On Slepian--Wolf Theorem with Interaction

TL;DR

This paper explores interactive communication protocols for transmitting correlated data efficiently, improving bounds on communication complexity and rounds compared to previous results, with implications for information theory and distributed computing.

Contribution

It introduces new bounds for one-shot interactive Slepian-Wolf coding, reducing the number of bits and rounds needed for reliable transmission, and discusses tightness of these bounds.

Findings

Expected communication close to H(X|Y) + 2√H(X|Y)
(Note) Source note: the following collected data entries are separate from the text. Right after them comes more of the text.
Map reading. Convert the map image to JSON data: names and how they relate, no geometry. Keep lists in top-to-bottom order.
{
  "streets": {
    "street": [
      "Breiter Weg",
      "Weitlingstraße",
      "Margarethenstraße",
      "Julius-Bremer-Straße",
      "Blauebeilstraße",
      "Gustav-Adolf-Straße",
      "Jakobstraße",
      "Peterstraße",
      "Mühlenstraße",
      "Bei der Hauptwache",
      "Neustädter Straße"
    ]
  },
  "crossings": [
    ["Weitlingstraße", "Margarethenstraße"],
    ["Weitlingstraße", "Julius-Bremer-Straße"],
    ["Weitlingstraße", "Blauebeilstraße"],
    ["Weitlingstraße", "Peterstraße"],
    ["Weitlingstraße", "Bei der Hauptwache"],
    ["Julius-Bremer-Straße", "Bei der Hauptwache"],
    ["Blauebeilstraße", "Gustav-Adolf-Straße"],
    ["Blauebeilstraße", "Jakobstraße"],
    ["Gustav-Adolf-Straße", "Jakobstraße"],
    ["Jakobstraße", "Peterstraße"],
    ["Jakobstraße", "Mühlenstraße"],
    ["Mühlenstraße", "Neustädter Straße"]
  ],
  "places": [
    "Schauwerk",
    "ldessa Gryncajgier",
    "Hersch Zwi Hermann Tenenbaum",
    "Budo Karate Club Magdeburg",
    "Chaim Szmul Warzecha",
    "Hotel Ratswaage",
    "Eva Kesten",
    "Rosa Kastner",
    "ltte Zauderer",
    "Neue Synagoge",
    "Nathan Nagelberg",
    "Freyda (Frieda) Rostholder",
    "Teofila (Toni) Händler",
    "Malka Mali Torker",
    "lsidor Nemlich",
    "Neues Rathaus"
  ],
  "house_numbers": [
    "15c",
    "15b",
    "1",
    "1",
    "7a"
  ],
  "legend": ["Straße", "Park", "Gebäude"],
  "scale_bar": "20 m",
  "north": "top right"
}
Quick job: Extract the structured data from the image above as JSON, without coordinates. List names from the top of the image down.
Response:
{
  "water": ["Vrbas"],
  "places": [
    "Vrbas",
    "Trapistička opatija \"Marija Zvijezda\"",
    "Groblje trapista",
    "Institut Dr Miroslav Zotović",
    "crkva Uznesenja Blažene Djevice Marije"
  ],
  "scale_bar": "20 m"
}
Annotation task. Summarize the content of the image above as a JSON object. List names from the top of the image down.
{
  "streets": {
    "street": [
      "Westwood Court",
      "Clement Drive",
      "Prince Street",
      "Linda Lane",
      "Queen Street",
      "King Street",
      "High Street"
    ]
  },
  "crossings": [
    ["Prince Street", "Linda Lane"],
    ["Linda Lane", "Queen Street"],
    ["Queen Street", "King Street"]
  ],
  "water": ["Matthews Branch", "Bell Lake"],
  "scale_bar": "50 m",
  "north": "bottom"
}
One-round protocol compression with expected bits I + 2√I

Multi-round protocol achieving 3H(X|Y) + O(log(1/ε)) bits

Abstract

In this paper we study interactive "one-shot" analogues of the classical Slepian-Wolf theorem. Alice receives a value of a random variable $X$, Bob receives a value of another random variable $Y$ that is jointly distributed with $X$. Alice's goal is to transmit $X$ to Bob (with some error probability $\varepsilon$). Instead of one-way transmission, which is studied in the classical coding theory, we allow them to interact. They may also use shared randomness. We show, that Alice can transmit $X$ to Bob in expected $H(X|Y) + 2\sqrt{H(X|Y)} + O(\log_2\left(\frac{1}{\varepsilon}\right))$ number of bits. Moreover, we show that every one-round protocol $\pi$ with information complexity $I$ can be compressed to the (many-round) protocol with expected communication about $I + 2\sqrt{I}$ bits. This improves a result by Braverman and Rao \cite{braverman2011information}, where they had $5\sqrt{I}$. Further, we show how to solve this problem (transmitting $X$) using $3H(X|Y) + O(\log_2\left(\frac{1}{\varepsilon}\right))$ bits and $4$ rounds on average. This improves a result of~\cite{brody2013towards}, where they had $4H(X|Y) + O(\log1/\varepsilon)$ bits and 10 rounds on average. In the end of the paper we discuss how many bits Alice and Bob may need to communicate on average besides $H(X|Y)$. The main question is whether the upper bounds mentioned above are tight. We provide an example of $(X, Y)$, such that transmission of $X$ from Alice to Bob with error probability $\varepsilon$ requires $H(X|Y) + \Omega\left(\log_2\left(\frac{1}{\varepsilon}\right)\right)$ bits on average.